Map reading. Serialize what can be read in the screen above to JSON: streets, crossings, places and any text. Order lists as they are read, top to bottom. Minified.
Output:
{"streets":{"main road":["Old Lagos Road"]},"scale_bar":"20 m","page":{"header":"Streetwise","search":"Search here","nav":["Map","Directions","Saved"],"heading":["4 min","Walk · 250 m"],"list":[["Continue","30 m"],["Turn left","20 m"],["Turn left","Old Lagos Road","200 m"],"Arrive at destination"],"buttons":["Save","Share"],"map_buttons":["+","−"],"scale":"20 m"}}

==

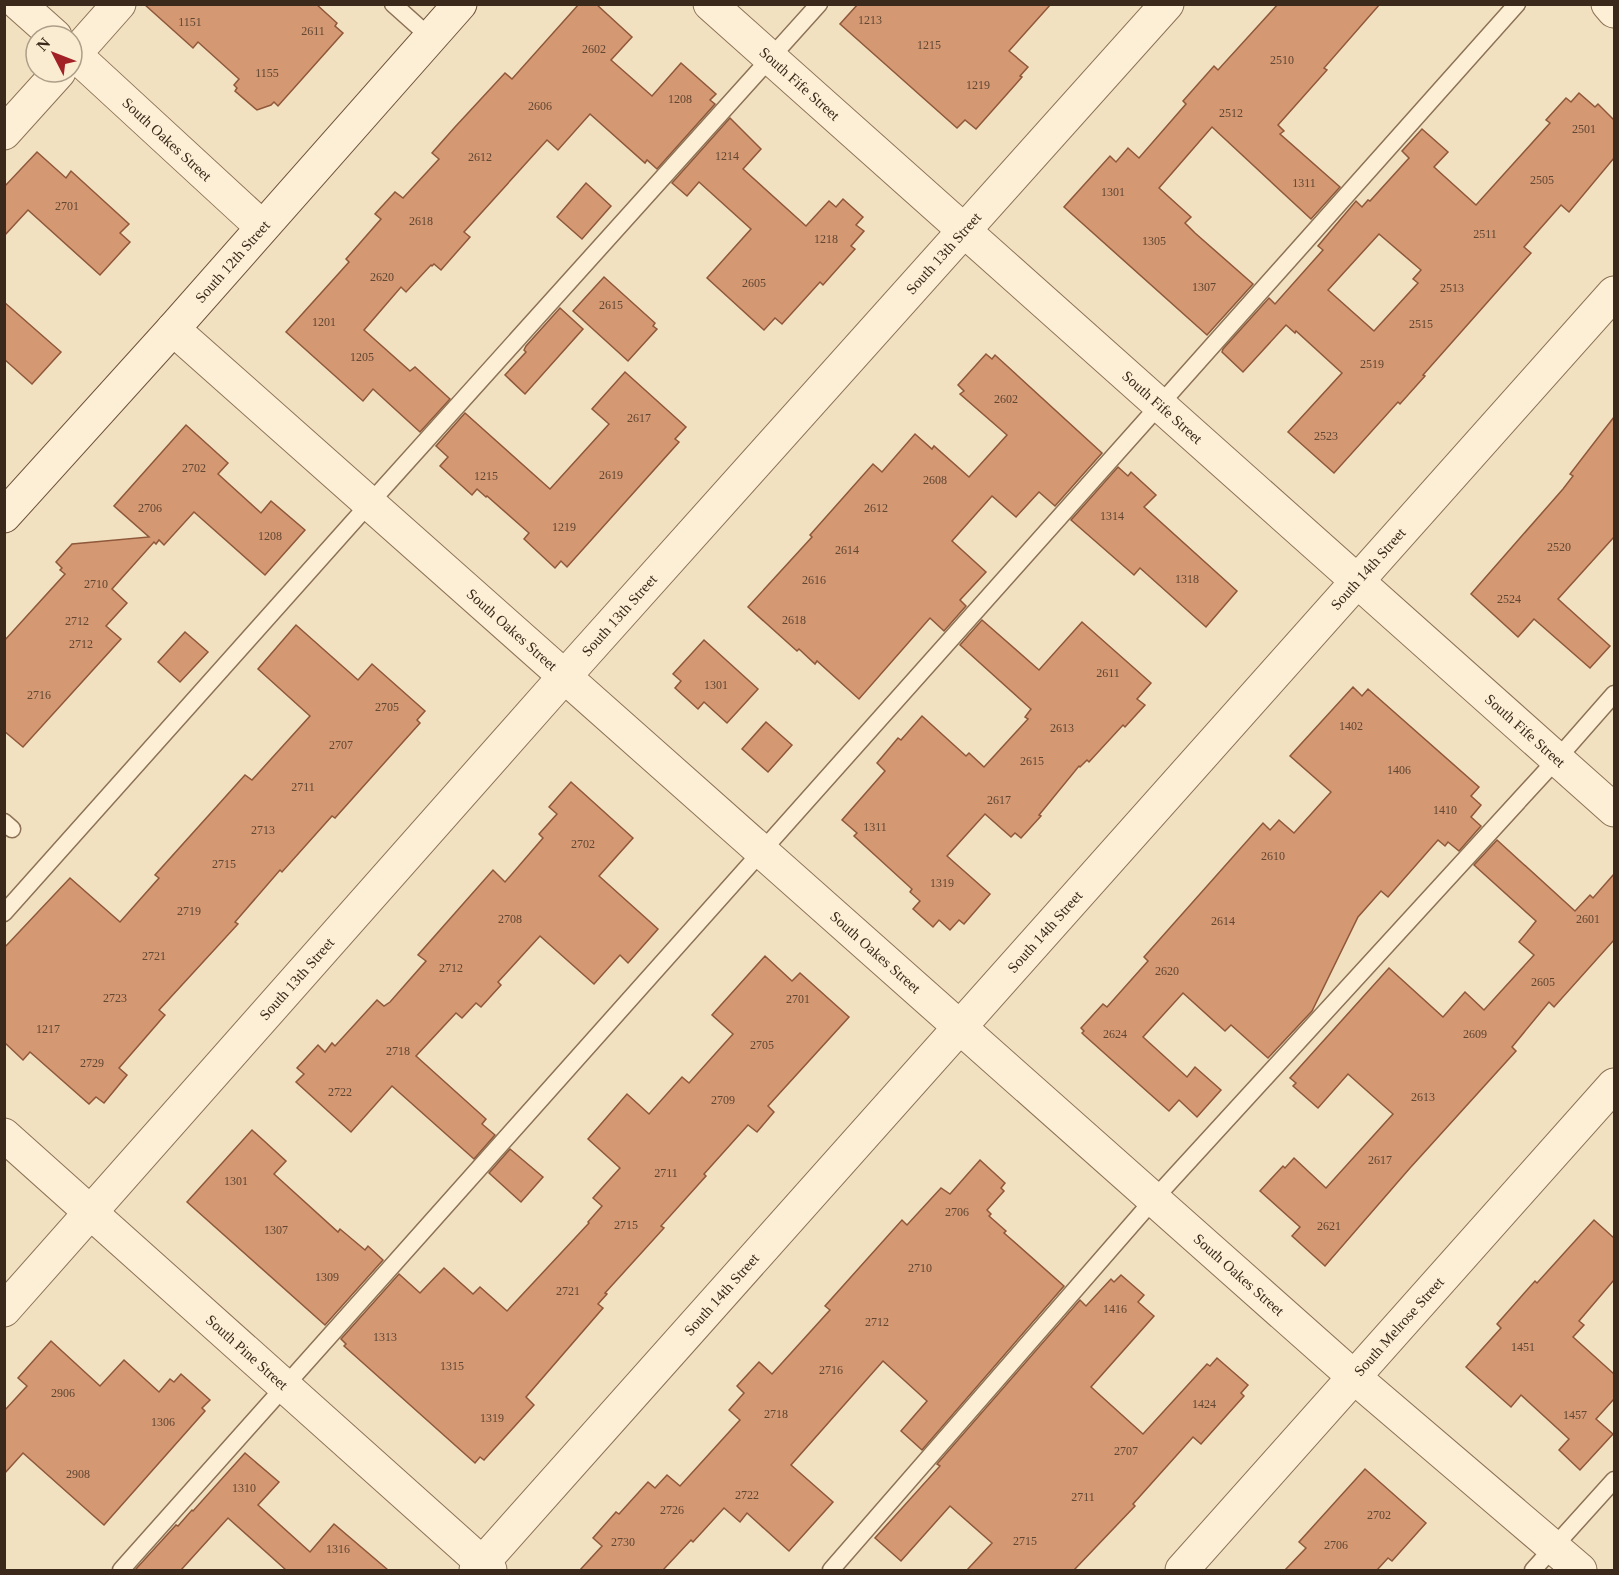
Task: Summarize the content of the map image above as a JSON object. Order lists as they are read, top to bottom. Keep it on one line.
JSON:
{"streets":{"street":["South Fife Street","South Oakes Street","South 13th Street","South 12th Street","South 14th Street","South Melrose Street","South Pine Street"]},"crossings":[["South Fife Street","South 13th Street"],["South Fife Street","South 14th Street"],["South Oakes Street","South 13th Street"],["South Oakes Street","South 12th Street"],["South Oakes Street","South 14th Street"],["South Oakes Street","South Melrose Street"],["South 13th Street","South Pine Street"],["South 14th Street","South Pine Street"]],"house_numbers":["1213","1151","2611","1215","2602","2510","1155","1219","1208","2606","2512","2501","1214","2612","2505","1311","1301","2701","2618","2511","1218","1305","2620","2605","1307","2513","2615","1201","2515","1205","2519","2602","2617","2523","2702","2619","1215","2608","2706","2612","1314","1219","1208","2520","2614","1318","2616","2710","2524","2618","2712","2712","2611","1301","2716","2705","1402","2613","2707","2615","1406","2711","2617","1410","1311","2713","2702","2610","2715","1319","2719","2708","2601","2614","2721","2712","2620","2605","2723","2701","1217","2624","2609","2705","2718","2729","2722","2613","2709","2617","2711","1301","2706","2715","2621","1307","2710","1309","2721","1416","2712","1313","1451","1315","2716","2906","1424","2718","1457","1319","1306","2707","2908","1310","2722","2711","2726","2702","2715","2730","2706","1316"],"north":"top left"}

---

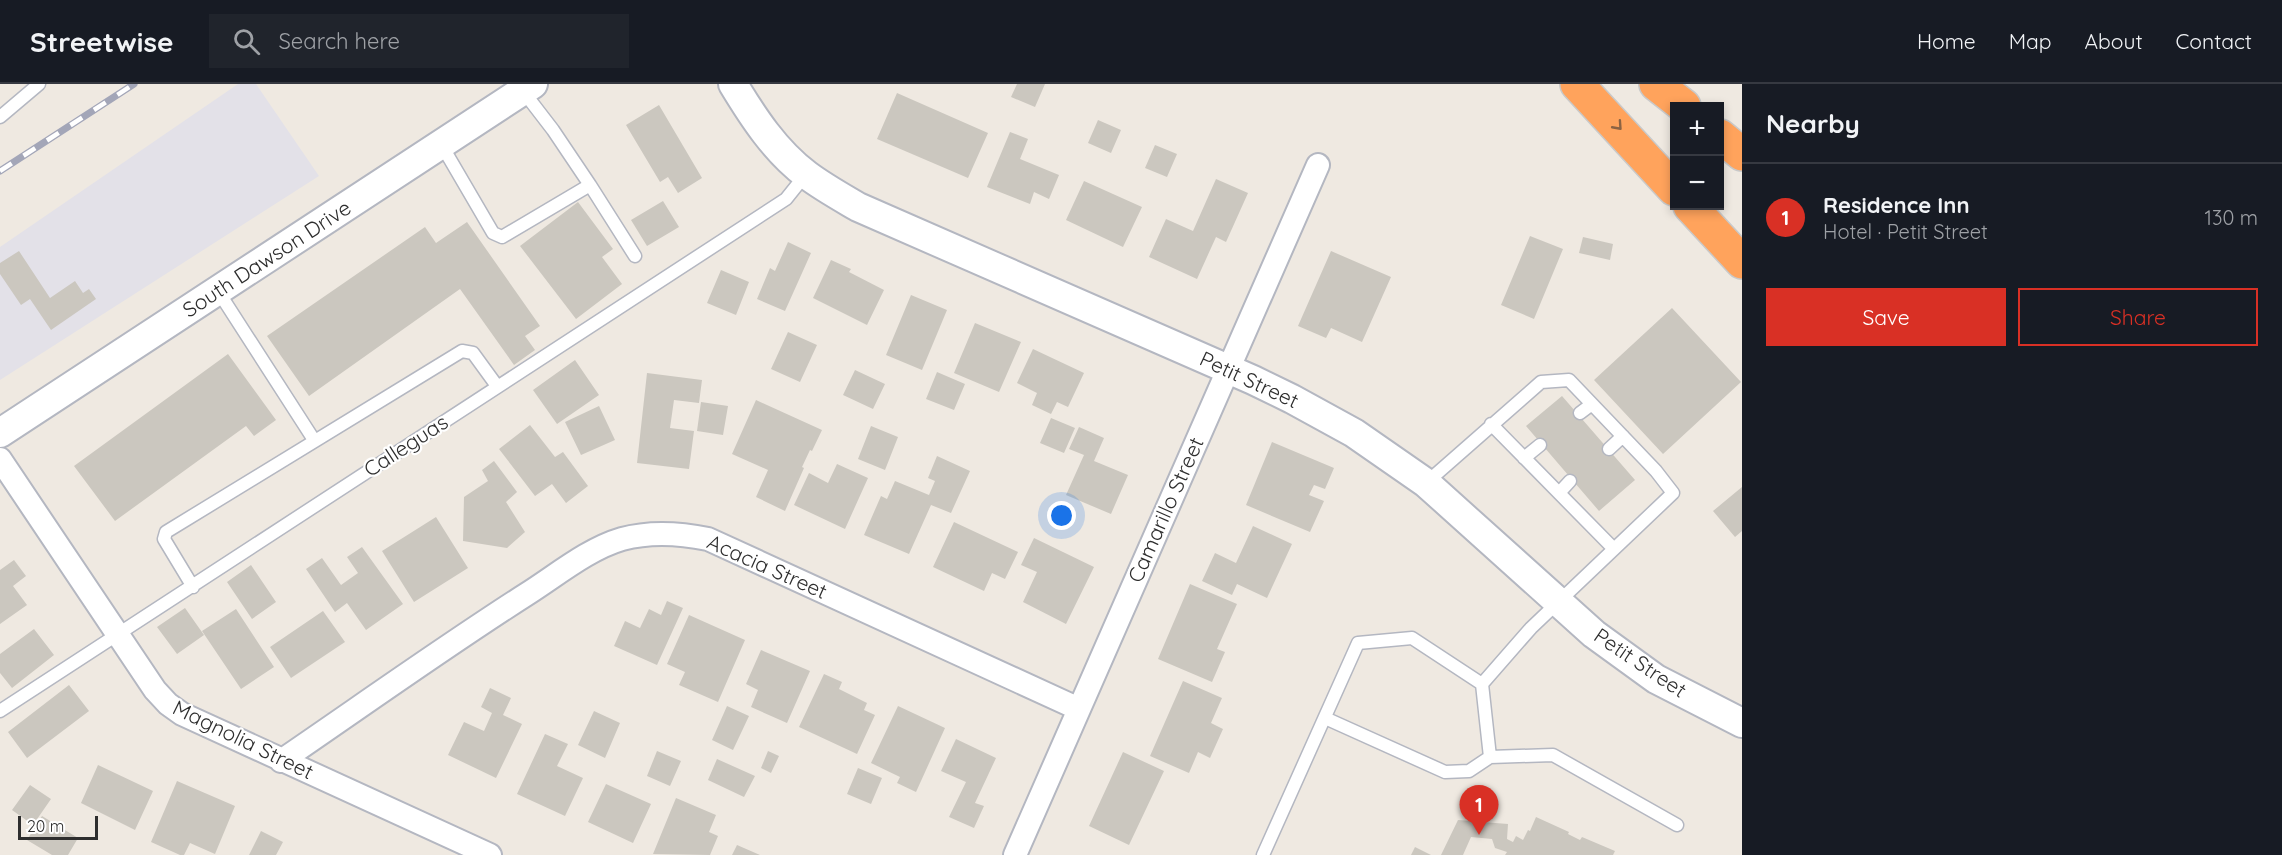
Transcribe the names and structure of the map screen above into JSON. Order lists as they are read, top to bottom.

» **Exercise**: Search the entries for "screen" and copy each matching line.

» **Task solution**:
Map reading. Serialize what can be read in the screen above to JSON: streets, crossings, places and any text. Order lists as they are read, top to bottom. Minified.
Transcribe the names and structure of the map screen above into JSON. Order lists as they are read, top to bottom.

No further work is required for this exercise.